The revisions come following the publications of several position statements, opinion pieces, and single-institution retrospective articles over the past year. The experience of breast radiologists in diagnosing and managing adenopathy in patients played a part in its latest recommendations, the SBI said.
Previous guideline created in early 2021 by the committee recommended that women should schedule their mammograms before a first vaccine dose or four to six weeks following the second dose of a COVID-19 vaccine. Dr. Lars Grimm, chair of the SBI's patient care and delivery committee said the SBI created conservative guidelines previously due to how little was known about vaccine-related adenopathy screening mammography. The goal was to reduce unnecessary workups and biopsies.
However, recent research suggests that adenopathy for the Moderna COVID-19 presents itself two to four days after vaccination, with a median duration of one to two days. Other studies reported that axillary adenopathy was detected as early as one day and as late as 71 days following vaccination, but it could persist for up to 43 weeks.
"The initial presentation of radiologically detected adenopathy may be later and the duration is much longer than clinically detected adenopathy," SBI said.
Research also suggests that adenopathy occurs in the range of 2.4% and 35% of cases in women undergoing screening mammography and/or ultrasound.
Along with no longer recommending delaying mammograms around vaccinations, the society also advises the following:
· It may be appropriate to give patients a benign assessment if they present with unilateral axillary adenopathy on screening mammography, have no other suspicious mammographic findings, and had a recent COVID-19 vaccination in the ipsilateral arm.
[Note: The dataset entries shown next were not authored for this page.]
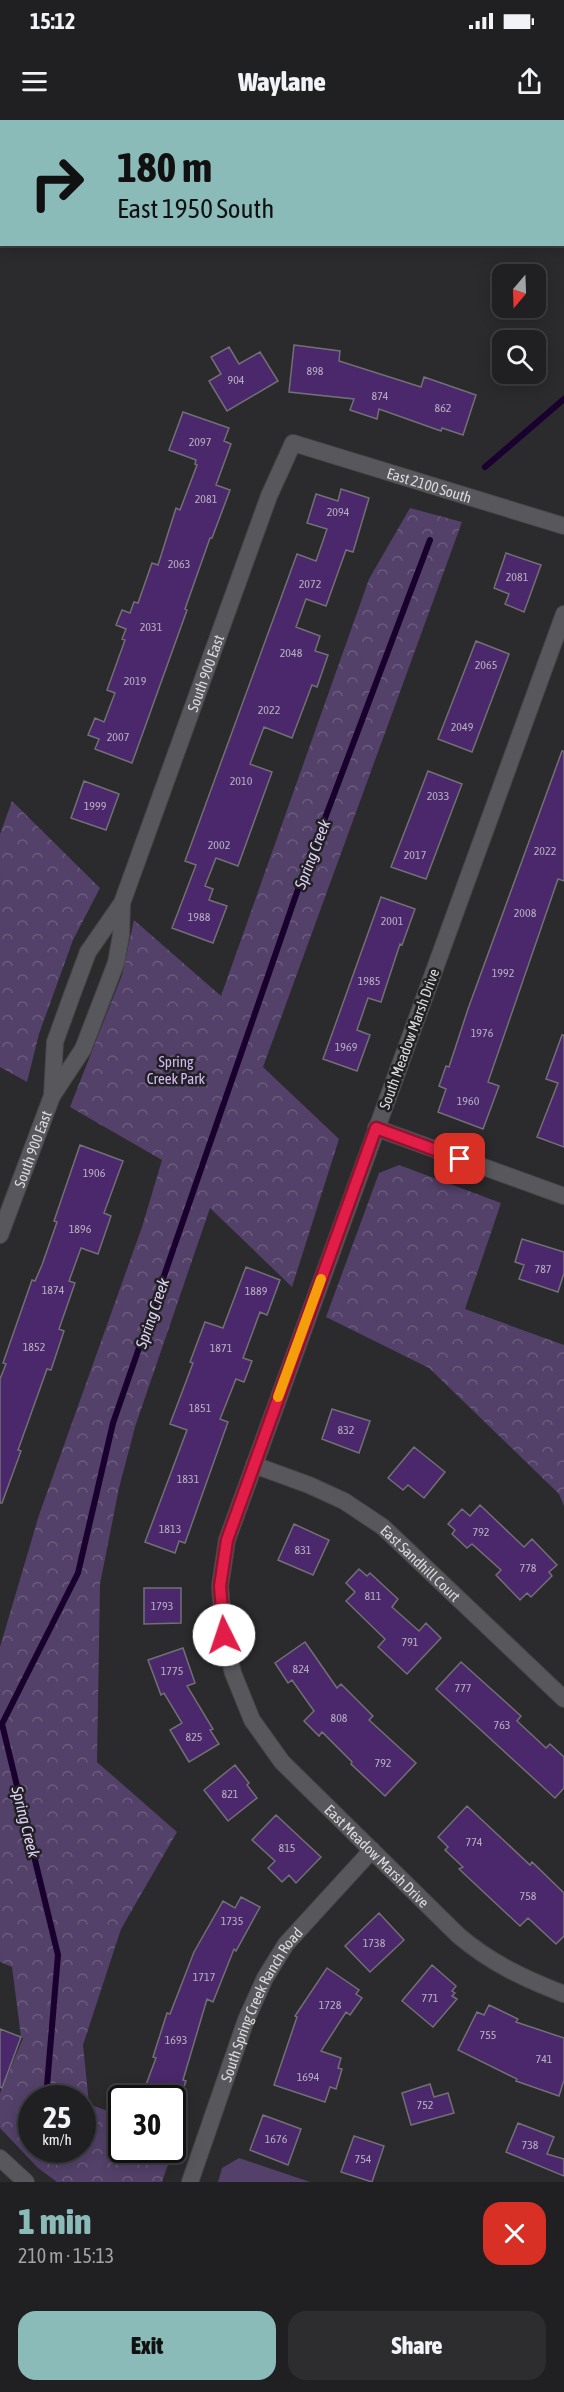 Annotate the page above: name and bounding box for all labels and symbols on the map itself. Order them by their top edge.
north arrow [492,264,546,318]
house number: 898 [307,364,324,378]
house number: 904 [228,373,245,387]
house number: 874 [372,389,389,403]
house number: 862 [435,401,451,415]
house number: 2097 [189,435,212,449]
street label: East 2100 South [385,464,474,506]
house number: 2081 [195,492,218,506]
house number: 2094 [327,505,350,519]
house number: 2063 [168,557,190,571]
house number: 2081 [506,570,529,584]
house number: 2072 [299,577,321,591]
house number: 2031 [140,620,163,634]
street label: South 900 East [183,632,227,714]
house number: 2048 [280,646,303,660]
house number: 2065 [475,658,497,672]
house number: 2019 [124,674,147,688]
house number: 2022 [258,703,280,717]
house number: 2049 [451,720,474,734]
house number: 2007 [107,730,130,744]
house number: 2010 [230,774,253,788]
house number: 2033 [427,789,449,803]
house number: 1999 [84,799,107,813]
water label: Spring Creek [290,816,335,893]
house number: 2002 [208,838,230,852]
house number: 2022 [534,844,556,858]
house number: 2017 [404,848,427,862]
house number: 2008 [514,906,537,920]
house number: 1988 [188,910,211,924]
house number: 2001 [381,914,404,928]
street label: South Meadow Marsh Drive [376,966,442,1112]
house number: 1992 [492,966,514,980]
house number: 1985 [358,974,380,988]
house number: 1976 [471,1026,494,1040]
house number: 1969 [335,1040,358,1054]
park label: Spring Creek Park [147,1053,206,1087]
house number: 1960 [457,1094,480,1108]
street label: South 900 East [10,1108,54,1190]
pin [434,1133,485,1184]
house number: 1906 [83,1166,106,1180]
house number: 1896 [69,1222,92,1236]
house number: 787 [535,1262,552,1276]
water label: Spring Creek [131,1275,174,1352]
house number: 1874 [42,1283,65,1297]
house number: 1889 [245,1284,268,1298]
house number: 1852 [23,1340,45,1354]
house number: 1871 [210,1341,233,1355]
house number: 1851 [189,1401,212,1415]
house number: 832 [338,1423,354,1437]
house number: 1831 [177,1472,200,1486]
street label: East Sandhill Court [378,1521,464,1605]
house number: 1813 [159,1522,181,1536]
house number: 792 [473,1525,489,1539]
house number: 831 [295,1543,312,1557]
house number: 778 [520,1561,537,1575]
house number: 811 [365,1589,382,1603]
house number: 1793 [151,1599,173,1613]
position arrow [192,1603,256,1667]
house number: 791 [402,1635,419,1649]
house number: 824 [293,1662,310,1676]
house number: 1775 [161,1664,183,1678]
house number: 777 [455,1681,472,1695]
house number: 808 [331,1711,348,1725]
house number: 763 [494,1718,510,1732]
house number: 825 [186,1730,202,1744]
house number: 792 [375,1756,391,1770]
water label: Spring Creek [7,1783,44,1861]
house number: 821 [222,1787,239,1801]
street label: East Meadow Marsh Drive [322,1801,433,1911]
house number: 774 [466,1835,483,1849]
house number: 815 [279,1841,295,1855]
house number: 758 [520,1889,537,1903]
house number: 1735 [221,1914,243,1928]
street label: South Spring Creek Ranch Road [217,1924,306,2084]
house number: 1738 [363,1936,386,1950]
house number: 1717 [193,1970,216,1984]
house number: 771 [422,1991,439,2005]
house number: 1728 [319,1998,342,2012]
house number: 755 [480,2028,496,2042]
house number: 1693 [165,2033,187,2047]
house number: 741 [536,2052,553,2066]
house number: 1694 [297,2070,320,2084]
speed limit sign: 30 [108,2085,186,2163]
house number: 752 [417,2098,433,2112]
house number: 1676 [265,2132,288,2146]
house number: 738 [522,2138,539,2152]
house number: 754 [355,2152,372,2166]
· Practices should establish their own definition for a recent vaccination.
· Practices can add language to their report saying, "Axillary adenopathy is presumed related to recent vaccination but might require additional evaluation if there is no relevant vaccination history or the patient has an underlying known malignancy that could manifest with metastatic adenopathy."
· A follow-up interval of 12 or more weeks is recommended for patients going through short-term follow-up (BI-RADS category 3) for presumed vaccine-induced adenopathy following appropriate diagnostic workup.
· A benign assessment or additional follow-up six months after initial presentation should be considered for patients who were previously recommended for short-term follow-up and have improved, but still-present, axillary adenopathy. Additional follow-up six months after the initial presentation can be considered if adenopathy is unchanged (BI-RADS category 3). Lymph node sampling to exclude breast and non-breast malignancy can be considered if adenopathy increases.
The SBI also said practices should continue to collect information on COVID-19 vaccination status, including the date and side effects of vaccination on patient intake forms.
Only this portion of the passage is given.